-- PROMPT --
Within the listing below, show every line that contains the word "song".

-- THE RECORDS --
☆ ☆ ☆ ☆
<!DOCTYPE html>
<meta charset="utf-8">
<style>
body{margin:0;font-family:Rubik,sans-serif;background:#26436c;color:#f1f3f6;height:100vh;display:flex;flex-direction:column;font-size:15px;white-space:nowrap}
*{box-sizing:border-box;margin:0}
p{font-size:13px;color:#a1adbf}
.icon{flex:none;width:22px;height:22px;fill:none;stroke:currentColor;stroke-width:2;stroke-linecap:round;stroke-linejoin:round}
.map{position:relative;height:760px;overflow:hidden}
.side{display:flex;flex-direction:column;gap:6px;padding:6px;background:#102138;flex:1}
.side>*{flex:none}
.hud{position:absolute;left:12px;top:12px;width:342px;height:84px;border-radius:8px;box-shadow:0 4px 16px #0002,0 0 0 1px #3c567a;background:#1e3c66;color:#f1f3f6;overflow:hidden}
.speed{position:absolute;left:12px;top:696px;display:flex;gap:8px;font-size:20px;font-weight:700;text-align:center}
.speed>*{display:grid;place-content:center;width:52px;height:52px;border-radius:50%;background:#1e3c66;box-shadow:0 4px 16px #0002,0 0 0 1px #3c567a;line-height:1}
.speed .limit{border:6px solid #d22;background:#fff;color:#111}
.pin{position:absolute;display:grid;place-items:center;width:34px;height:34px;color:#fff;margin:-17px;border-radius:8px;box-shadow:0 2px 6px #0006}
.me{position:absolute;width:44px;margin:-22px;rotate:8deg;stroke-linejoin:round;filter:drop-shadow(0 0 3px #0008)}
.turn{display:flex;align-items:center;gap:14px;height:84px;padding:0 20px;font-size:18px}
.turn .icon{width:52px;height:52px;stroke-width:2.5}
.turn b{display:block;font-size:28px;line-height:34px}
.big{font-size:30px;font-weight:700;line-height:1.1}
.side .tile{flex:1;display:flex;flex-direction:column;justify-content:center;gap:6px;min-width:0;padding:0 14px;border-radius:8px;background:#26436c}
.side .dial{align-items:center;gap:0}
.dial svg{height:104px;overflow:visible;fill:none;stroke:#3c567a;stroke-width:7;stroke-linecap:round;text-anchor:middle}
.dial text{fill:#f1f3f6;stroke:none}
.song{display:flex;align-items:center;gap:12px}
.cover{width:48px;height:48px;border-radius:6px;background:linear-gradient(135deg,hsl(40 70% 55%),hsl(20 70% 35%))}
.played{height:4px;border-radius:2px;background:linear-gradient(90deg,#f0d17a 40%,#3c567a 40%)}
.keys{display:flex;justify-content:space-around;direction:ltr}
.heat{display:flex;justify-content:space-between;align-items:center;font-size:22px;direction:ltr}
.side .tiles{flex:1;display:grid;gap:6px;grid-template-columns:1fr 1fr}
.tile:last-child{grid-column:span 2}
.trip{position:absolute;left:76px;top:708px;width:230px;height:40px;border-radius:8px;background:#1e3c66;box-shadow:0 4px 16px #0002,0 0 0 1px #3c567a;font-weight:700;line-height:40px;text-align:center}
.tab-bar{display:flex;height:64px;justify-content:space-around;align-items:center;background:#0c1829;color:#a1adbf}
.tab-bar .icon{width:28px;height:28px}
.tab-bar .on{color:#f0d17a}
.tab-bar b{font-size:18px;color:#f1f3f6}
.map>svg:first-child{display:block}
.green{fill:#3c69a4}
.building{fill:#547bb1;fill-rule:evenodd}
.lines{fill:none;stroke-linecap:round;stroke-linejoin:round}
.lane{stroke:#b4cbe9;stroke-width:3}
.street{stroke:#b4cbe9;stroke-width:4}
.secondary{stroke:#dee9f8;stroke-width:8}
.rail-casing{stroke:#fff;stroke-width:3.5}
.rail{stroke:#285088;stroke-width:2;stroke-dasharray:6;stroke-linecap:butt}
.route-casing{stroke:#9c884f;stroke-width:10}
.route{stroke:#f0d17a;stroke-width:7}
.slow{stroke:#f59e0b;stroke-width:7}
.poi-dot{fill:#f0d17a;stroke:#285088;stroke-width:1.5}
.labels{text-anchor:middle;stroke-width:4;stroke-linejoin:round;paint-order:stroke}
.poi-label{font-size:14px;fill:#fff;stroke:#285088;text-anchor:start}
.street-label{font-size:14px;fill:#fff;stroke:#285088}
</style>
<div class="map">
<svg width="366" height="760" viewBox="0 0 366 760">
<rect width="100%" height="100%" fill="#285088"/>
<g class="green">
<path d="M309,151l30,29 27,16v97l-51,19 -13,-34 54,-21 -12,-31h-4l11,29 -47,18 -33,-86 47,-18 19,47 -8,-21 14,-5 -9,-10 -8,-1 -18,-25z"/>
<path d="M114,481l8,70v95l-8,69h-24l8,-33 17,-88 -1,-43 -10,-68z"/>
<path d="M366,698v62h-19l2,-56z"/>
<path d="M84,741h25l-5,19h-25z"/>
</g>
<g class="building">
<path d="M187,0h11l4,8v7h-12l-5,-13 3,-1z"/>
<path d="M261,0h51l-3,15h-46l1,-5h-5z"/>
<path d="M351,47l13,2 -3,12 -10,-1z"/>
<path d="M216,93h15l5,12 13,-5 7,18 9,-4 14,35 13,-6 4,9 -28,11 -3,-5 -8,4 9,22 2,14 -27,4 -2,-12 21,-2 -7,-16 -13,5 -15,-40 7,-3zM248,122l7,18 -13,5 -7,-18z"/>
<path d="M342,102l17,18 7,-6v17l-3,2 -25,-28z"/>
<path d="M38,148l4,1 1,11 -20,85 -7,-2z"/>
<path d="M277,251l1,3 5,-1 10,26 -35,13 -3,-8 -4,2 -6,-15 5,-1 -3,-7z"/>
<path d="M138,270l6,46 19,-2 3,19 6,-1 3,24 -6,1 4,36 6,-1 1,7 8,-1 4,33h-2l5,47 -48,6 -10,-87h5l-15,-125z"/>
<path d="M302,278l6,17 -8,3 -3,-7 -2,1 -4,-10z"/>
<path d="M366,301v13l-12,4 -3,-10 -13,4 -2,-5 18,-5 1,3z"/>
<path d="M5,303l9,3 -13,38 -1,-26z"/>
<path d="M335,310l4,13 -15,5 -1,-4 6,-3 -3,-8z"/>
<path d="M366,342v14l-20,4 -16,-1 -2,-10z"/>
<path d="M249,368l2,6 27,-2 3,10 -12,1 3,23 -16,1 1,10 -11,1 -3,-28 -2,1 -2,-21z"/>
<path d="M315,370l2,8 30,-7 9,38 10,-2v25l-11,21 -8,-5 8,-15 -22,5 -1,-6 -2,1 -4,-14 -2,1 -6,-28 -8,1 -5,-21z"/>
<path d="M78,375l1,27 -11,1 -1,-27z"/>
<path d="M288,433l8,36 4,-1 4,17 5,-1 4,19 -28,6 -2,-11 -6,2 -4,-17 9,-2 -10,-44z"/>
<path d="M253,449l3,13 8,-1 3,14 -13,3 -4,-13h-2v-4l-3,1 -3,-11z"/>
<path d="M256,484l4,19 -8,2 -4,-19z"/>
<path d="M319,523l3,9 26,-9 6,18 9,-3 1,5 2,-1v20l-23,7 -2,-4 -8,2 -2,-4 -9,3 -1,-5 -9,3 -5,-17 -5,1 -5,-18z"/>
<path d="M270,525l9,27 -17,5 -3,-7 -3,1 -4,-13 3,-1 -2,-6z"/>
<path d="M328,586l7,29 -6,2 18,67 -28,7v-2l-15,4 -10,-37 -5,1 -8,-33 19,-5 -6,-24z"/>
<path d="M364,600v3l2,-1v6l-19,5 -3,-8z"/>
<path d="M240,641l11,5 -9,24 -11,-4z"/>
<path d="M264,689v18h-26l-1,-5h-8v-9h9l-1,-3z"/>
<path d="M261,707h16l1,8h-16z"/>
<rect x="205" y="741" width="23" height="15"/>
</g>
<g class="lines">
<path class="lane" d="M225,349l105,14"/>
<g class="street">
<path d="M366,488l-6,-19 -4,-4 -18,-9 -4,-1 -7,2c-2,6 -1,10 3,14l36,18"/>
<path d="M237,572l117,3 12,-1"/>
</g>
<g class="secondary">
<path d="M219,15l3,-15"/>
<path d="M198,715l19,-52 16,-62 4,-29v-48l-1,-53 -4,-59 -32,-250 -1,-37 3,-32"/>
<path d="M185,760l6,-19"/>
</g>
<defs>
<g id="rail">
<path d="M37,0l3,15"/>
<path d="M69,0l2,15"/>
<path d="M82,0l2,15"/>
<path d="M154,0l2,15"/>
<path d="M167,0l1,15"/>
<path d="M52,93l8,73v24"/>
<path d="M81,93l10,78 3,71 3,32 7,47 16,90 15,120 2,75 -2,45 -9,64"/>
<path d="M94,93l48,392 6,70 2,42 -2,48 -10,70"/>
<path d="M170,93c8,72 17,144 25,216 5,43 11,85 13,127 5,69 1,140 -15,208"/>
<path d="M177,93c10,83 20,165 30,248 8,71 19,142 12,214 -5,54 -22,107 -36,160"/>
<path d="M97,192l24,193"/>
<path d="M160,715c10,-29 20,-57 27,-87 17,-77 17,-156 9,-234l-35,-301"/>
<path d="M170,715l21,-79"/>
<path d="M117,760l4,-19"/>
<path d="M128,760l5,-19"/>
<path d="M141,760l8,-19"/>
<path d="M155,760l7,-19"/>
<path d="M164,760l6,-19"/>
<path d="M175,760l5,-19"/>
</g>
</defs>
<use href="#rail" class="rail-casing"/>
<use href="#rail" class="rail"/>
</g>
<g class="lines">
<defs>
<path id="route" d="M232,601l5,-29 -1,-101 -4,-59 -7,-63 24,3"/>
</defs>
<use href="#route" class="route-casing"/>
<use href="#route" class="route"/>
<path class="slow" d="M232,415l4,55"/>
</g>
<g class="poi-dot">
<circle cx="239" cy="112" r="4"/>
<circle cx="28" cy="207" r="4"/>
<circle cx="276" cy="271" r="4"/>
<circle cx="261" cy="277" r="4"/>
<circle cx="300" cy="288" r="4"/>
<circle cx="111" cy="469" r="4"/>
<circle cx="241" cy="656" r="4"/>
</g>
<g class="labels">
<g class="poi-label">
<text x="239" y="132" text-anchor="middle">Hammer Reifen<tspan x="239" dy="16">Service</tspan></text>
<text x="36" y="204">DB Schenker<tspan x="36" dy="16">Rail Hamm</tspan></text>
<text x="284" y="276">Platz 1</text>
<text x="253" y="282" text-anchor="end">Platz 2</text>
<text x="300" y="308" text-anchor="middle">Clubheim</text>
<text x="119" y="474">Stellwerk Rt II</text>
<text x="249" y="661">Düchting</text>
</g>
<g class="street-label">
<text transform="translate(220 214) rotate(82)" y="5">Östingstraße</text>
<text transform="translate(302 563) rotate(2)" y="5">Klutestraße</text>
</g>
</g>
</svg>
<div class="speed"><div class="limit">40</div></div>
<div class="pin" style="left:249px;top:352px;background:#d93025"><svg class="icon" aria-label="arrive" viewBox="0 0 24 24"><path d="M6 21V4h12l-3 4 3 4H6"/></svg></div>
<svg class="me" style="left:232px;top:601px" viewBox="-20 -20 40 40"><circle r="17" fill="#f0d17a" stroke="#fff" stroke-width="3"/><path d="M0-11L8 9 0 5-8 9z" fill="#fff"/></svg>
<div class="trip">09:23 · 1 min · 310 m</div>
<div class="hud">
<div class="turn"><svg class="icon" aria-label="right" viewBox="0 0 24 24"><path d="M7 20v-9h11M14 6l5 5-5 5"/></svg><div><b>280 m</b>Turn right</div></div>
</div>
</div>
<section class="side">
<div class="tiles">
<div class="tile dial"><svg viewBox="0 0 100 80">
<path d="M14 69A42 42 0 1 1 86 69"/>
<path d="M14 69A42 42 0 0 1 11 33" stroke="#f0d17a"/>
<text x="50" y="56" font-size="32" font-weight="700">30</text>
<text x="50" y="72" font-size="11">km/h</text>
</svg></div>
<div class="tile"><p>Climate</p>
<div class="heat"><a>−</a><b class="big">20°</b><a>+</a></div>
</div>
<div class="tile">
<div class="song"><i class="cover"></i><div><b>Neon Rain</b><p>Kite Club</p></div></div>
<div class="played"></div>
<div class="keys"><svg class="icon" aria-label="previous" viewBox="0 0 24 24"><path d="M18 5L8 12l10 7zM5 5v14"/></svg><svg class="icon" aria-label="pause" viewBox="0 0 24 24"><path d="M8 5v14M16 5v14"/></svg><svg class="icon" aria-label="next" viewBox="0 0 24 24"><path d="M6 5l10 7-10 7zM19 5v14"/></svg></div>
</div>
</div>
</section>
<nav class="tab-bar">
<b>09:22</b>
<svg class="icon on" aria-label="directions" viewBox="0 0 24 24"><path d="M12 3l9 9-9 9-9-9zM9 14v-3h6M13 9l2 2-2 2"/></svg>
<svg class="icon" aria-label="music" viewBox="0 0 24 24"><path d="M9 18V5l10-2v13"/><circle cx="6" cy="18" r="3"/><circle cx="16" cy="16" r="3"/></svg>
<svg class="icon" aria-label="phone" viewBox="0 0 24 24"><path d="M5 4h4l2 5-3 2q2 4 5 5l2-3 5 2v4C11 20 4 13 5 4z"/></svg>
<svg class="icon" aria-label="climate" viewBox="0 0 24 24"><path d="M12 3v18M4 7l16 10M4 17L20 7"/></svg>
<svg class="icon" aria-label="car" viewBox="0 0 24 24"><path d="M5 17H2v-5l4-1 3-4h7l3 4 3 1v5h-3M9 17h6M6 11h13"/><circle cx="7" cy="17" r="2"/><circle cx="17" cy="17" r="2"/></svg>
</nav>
☆ ☆ ☆ ☆
-- ANSWER BELOW --
.song{display:flex;align-items:center;gap:12px}
<div class="song"><i class="cover"></i><div><b>Neon Rain</b><p>Kite Club</p></div></div>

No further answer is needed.